Nous sommes dans la période de la mondialisation et l’Église dans les Émirats en est l’une des expressions les plus caractéristiques.

Le 800ème anniversaire de la rencontre entre François d’Assise et le sultan Malik al-Kamil a été évoqué lors du récent voyage du pape François au Maroc. Ce pape semble avoir entrepris une sorte de « pèlerinage de paix »….

C’est vrai. Abu Dhabi s’insère dans cet anniversaire, comme le signe du souhait d’être « un frère qui cherche la paix avec ses frères  » pour « être des instruments de paix ».
La déclaration du Concile Nostra Aetate déclare « qu’au cours des siècles, de nombreux désaccords et inimitiés sont apparus entre chrétiens et musulmans » et, par conséquent, le Concile les a exhortés « à oublier le passé et à exercer sincèrement la compréhension mutuelle ainsi qu’à défendre et promouvoir ensemble pour tous les hommes la justice sociale, les valeurs morales, la paix et la liberté ».

En 2006, à Ratisbonne, une citation de Benoît XVI avait provoqué un contentieux douloureux et complexe avec le monde musulman. Beaucoup avaient perçu la phrase citée par Ratzinger comme une offense au Coran même si elle faisait référence à la relation entre foi et raison et entre religion et violence. Une saison plutôt orageuse s’était ouverte durant laquelle l’Université d’al-Azhar avait interrompu ses contacts avec le Vatican.

Dans les années qui suivirent, avec une grande patience diplomatique, les relations se sont rétablies, inspirées à l’Evangelii Gaudium qui, après avoir défini le dialogue interreligieux comme un « devoir pour les chrétiens comme pour les autres communautés religieuses » (EG 250), avait affirmé la pertinence des relations entre chrétiens et musulmans.

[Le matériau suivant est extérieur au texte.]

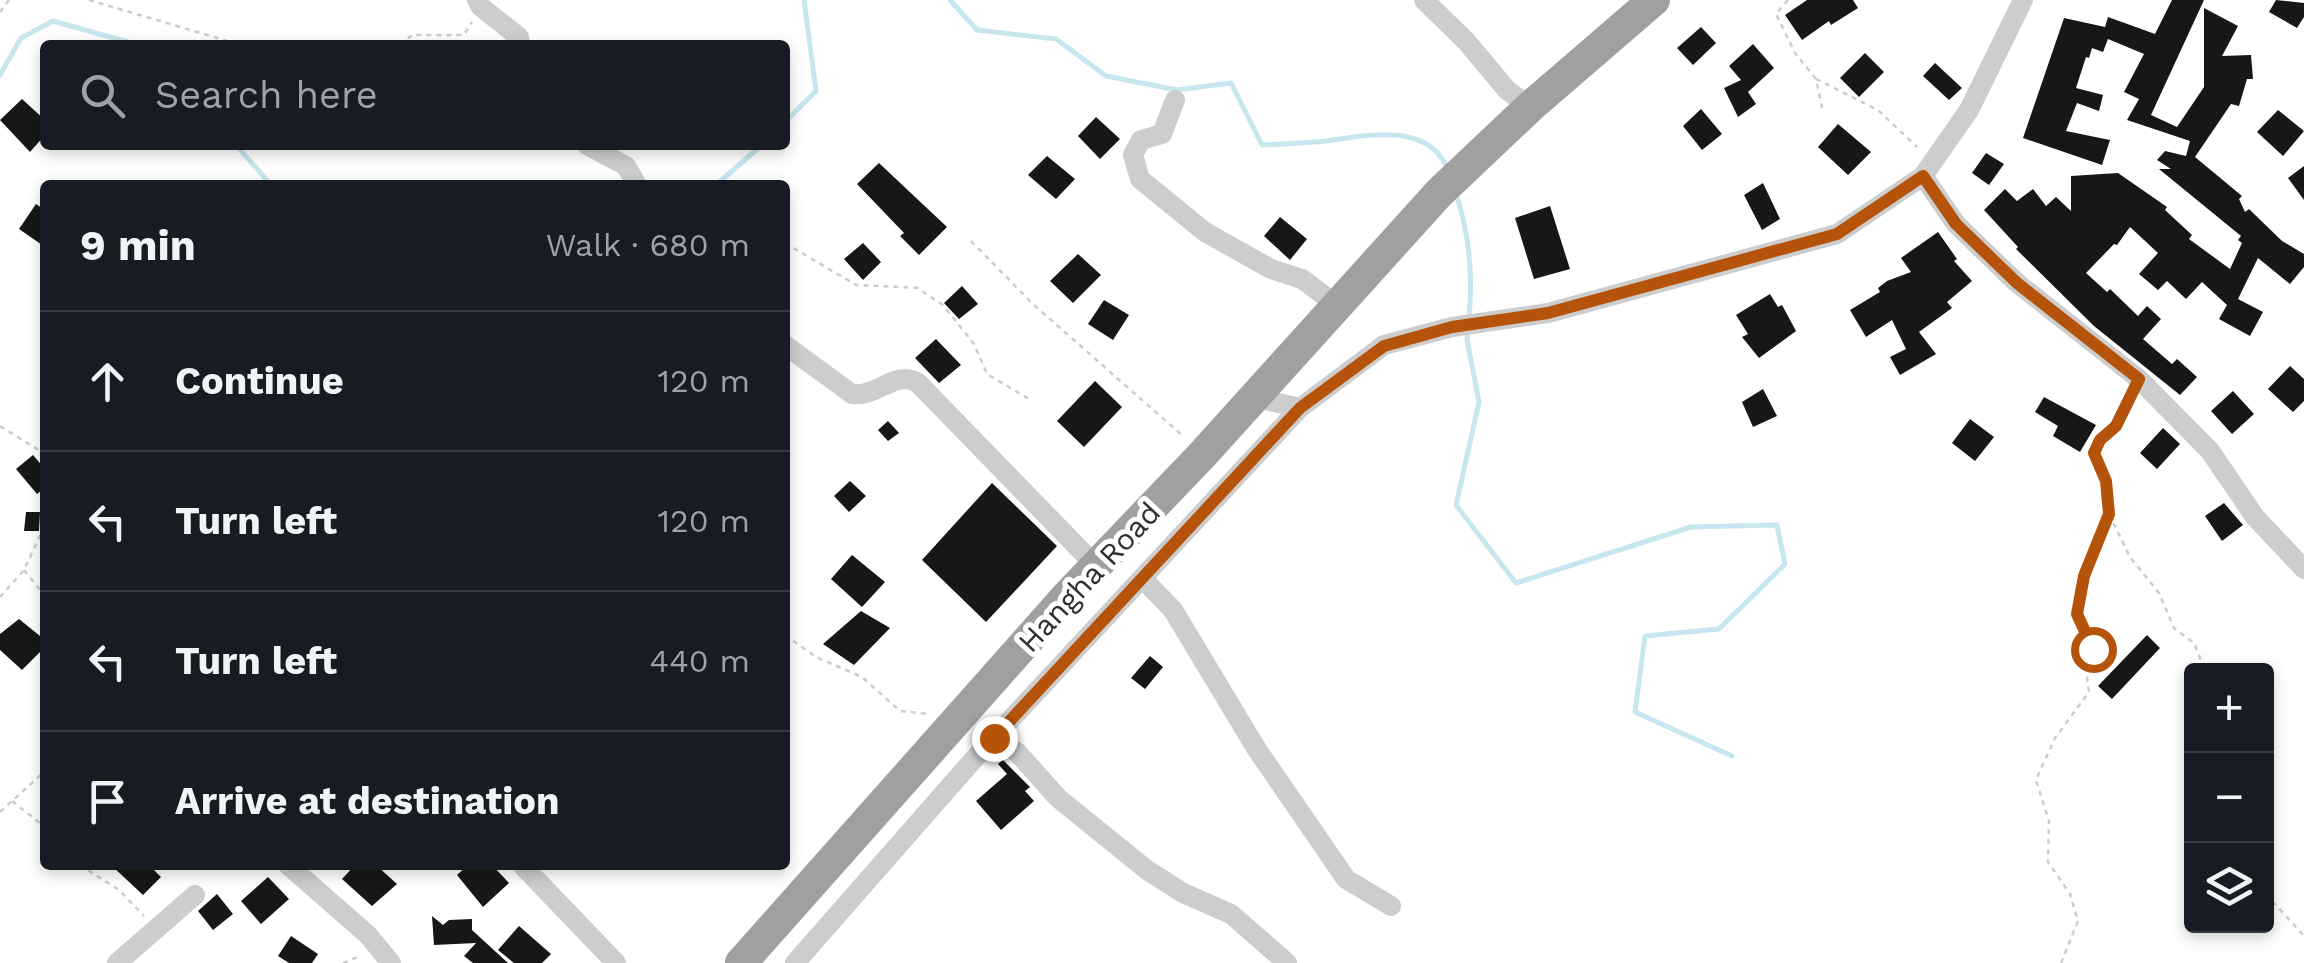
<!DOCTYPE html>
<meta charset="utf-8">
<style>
body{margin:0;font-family:"Work Sans",sans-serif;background:#242831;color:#f1f3f6}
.controls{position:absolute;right:30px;bottom:30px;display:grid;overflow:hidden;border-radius:10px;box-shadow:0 5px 15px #0003}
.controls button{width:90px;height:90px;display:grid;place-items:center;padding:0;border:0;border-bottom:2px solid #363941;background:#171b24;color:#f1f3f6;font:50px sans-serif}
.stop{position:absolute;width:30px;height:30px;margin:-22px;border:8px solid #b45309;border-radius:50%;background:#fff}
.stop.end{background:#b45309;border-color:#fff;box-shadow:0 2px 10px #0008}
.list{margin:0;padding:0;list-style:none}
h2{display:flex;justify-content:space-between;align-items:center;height:130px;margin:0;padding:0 40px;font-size:42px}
h2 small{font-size:32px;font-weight:400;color:#9ea1a6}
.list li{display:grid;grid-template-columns:65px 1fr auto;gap:30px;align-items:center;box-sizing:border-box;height:140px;padding:0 40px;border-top:2px solid #363941}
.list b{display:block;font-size:38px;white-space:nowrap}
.list em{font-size:32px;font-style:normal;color:#9ea1a6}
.icon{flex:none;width:55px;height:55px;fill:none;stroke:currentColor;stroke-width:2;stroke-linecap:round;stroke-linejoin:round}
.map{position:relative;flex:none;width:2304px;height:963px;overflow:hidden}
.search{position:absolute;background:#171b24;box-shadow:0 5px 15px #0003;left:40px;top:40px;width:750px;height:110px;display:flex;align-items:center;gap:25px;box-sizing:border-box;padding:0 35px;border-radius:10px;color:#9ea1a6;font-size:38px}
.panel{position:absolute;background:#171b24;box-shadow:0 5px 15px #0003;left:40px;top:180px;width:750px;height:690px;border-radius:10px}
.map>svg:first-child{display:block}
</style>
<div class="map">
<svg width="2304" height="963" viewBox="0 0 2304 963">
<rect width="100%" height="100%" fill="#fff"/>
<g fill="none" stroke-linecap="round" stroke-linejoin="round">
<path stroke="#c8e6ef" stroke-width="5" d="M950 0 977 30 1056 39 1106 76 1177 90 1231 83 1262 145C1283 144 1305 143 1326 141 1365 136 1425 121 1447 167
M0 75 21 38 53 21 139 45
M785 122 816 91 804 0
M236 145 271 185
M716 185 762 145
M1455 191C1469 231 1473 276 1469 318
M1468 329 1467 340 1479 402 1456 505 1516 583 1691 527 1777 525 1785 564 1719 629 1645 636 1635 712 1732 756"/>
</g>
<path fill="#171717" d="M1807 0H1853L1858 8 1831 25 1829 21 1802 40 1785 15Z
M2172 0H2204L2151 115 2177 127 2204 87V8L2238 26 2222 56 2251 55 2253 79H2247L2239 106 2231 104 2195 157 2242 196 2239 199 2245 212 2249 209 2282 241 2304 254V267L2290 284 2258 258 2238 299 2263 312 2250 336 2219 319 2227 305 2202 282 2186 299 2167 281 2158 290 2139 274 2158 253 2130 227 2117 245 2114 244 2086 273 2107 292 2110 289 2138 316 2147 306 2161 319 2143 339 2172 364 2177 359 2197 377 2180 395 2094 326 2016 249 2018 247 1984 210 2005 189 2017 201 2033 189 2046 206 2056 197 2071 211V176L2118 173 2167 207 2165 210 2192 235 2189 239 2230 269 2242 243 2238 240 2241 236 2159 169H2171L2157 160 2165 151 2186 156 2190 141 2127 120 2139 99 2124 92 2144 54 2108 39 2103 52 2092 48 2089 58 2086 57 2076 88 2103 95 2099 111 2077 103 2066 131 2110 140 2102 165 2023 138 2064 18 2105 27 2108 17 2155 34Z
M2276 0 2304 3V17L2297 28 2269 12Z
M1701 27 1716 43 1693 65 1677 48Z
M1753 44 1774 68 1748 92 1756 104 1738 117 1724 88 1741 80 1729 66Z
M1865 53 1884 72 1859 97 1840 78Z
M1935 63 1962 88 1949 100 1923 76Z
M22 99 45 120V135L30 152 0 120Z
M1701 109 1722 134 1702 150 1683 126Z
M2278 110 2304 131 2283 156 2257 132Z
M1096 117 1120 139 1100 159 1078 136Z
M1838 124 1871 152 1848 175 1818 147Z
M1986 153 2004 164 1989 185 1972 173Z
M1047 156 1075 179 1056 199 1028 175Z
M879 163 947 227 919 255 900 236 904 233 857 184Z
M2304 166V200L2288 178Z
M1763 183 1780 219 1762 230 1744 195Z
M36 204 45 210V247L19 229Z
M1550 206 1570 269 1534 279 1515 218Z
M1280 217 1307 239 1290 260 1264 236Z
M1938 232 1957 259 1954 261 1972 281 1947 302 1952 308 1919 332 1936 354 1900 375 1890 357 1906 349 1892 320 1866 337 1850 310 1880 292 1878 288 1887 281 1911 272 1901 258Z
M863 243 881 262 863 280 844 259Z
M1078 254 1101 275 1073 303 1050 281Z
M962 286 978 304 959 319 944 303Z
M1770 294 1778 307 1782 305 1796 331 1759 358 1742 337 1748 334 1736 315Z
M1104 300 1129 315 1113 340 1088 324Z
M936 339 961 365 939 383 915 358Z
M2290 366 2304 379V401L2293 412 2268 389Z
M1095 381 1122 407 1084 447 1057 421Z
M1763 389 1777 416 1753 427 1742 402Z
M2233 391 2254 414 2232 434 2211 411Z
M2044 397 2096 425 2080 452 2053 436 2058 426 2035 412Z
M1970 419 1994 437 1975 461 1952 443Z
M888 421 899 433 888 441 878 430Z
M2163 428 2180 444 2157 469 2140 453Z
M33 455 45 469V488L37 494 16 469Z
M850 481 866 496 849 512 834 496Z
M992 483 1057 546 986 622 922 560Z
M2224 503 2243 525 2222 541 2205 516Z
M26 512H40L39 531H24Z
M852 555 885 582 862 607 831 579Z
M861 611 890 628 854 665 823 644Z
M19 619 45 640V647L22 670 0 650V634Z
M2147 635 2160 648 2112 699 2098 686Z
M1150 656 1163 667 1145 689 1131 678Z
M1003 760 1030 787 1025 791 1034 801 1001 830 976 801 1007 774 998 764Z
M111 865H149L161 877 143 895Z
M355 865H376L397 884 372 906 342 879Z
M468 865H492L509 883 483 907 457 875Z
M268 877 289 899 261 924 241 901Z
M217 894 233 914 213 930 198 911Z
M432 916 443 925 449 920 472 919V930L508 963H473L464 956 476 943 434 945Z
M519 926 551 954 542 963H514L498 950Z
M291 936 318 954 312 963H289L278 956Z"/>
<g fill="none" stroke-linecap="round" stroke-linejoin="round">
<path stroke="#cdcdcd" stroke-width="2.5" stroke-dasharray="5 5" stroke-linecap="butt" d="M89 0 241 45
M1788 0 1776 14 1795 53 1816 79 1822 108
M0 12 9 0
M400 45 412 35H464L472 22
M1816 79 1878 110 1917 147
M971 241 1034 305 1183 436
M785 243 856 285 917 288 943 305 974 344 987 374 1029 399
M2129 398 2116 426 2100 440 2094 453 2106 481 2109 514 2130 557 2159 593 2174 628 2194 643 2205 670
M0 426 45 454
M24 570 45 596
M0 597 24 570 45 525
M785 635 816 657 862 677 900 711 929 714
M12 801 45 827
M0 812 45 771
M80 865 119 890 144 916
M2266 894 2304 936
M343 963 360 956
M2061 963 2078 921 2070 894 2048 862 2049 821 2036 780 2055 738 2089 692 2087 679 2093 649 2077 614 2084 576 2109 514"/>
<path stroke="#cdcdcd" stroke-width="20" d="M477 0 481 7 519 37 520 45
M1424 0 1466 41 1507 90 1530 107
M1175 100 1162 134 1141 140 1133 155 1140 179 1205 232 1271 269 1302 279 1338 306
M587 145 626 166 637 185
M1923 176 1956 224 2017 283 2139 379 2210 451 2255 517 2304 569
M785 345 852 394C876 398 896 369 918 383L1097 567
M1253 397 1300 408 1384 345 1452 327 1548 313 1837 234 1923 176 1969 110 2023 0
M1143 579 1173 610 1256 748 1346 879 1391 906
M994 738 1017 752 1058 798 1147 870 1183 893 1231 914 1287 963
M288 865 368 935 391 963
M522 865 616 963
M117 963 195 895
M795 963 974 759 1300 408"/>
<path stroke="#a0a0a0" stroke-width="32" d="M741 963 1068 595 1203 454 1439 193 1530 107 1654 0"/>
</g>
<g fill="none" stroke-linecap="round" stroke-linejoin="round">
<path stroke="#b45309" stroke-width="12" d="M994 738 1300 408 1384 346 1452 327 1548 313 1837 234 1923 176 1956 224 2017 283 2139 379 2116 426 2100 440 2094 453 2106 481 2109 514 2084 576 2077 614 2093 649"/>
</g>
<g text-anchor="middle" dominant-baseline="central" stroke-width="10" stroke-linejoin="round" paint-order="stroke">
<g font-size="30" fill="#303030" stroke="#fff">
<text transform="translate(1089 577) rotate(-47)">Hangha Road</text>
</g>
</g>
</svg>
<div class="controls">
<button>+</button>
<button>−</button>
<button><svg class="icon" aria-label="layers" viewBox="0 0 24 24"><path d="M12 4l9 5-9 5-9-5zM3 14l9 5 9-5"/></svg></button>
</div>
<div class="stop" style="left:2093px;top:649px"></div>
<div class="stop end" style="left:994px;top:738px"></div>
<div class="search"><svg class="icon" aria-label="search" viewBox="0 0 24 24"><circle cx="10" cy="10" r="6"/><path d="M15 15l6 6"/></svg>Search here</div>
<section class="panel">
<h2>9 min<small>Walk · 680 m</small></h2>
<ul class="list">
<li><svg class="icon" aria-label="ahead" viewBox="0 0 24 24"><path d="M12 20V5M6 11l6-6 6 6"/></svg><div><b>Continue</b></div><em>120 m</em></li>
<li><svg class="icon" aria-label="left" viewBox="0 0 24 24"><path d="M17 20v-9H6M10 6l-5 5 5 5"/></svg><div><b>Turn left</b></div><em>120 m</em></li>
<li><svg class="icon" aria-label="left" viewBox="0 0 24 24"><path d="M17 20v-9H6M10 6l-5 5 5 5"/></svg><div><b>Turn left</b></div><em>440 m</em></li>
<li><svg class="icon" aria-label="arrive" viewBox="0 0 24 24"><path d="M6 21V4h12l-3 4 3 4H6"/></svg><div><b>Arrive at destination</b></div></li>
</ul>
</section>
</div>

Enfin, en mai 2016, l’Imam al-Tayeb était au Vatican. Son commentaire à chaud était significatif : « Nous reprenons le chemin du dialogue et nous espérons qu’il sera meilleur de ce qu’il était auparavant ». La réponse au geste d’accueil de François n’a pas tardé à venir. En 2017, l’Imam a accueilli le Pape François au Caire, l’invitant à une Conférence internationale pour la paix. A cette occasion, le Pape, après avoir affirmé avec force que « seule la paix est sainte et qu’aucune violence ne peut être perpétrée au nom de Dieu car elle profanerait son Nom », a proposé trois orientations qui « peuvent aider au dialogue : le devoir d’identité, le courage de l’altérité et la sincérité des intentions ». Une profonde compréhension spirituelle entre les deux chefs religieux s’est progressivement développée.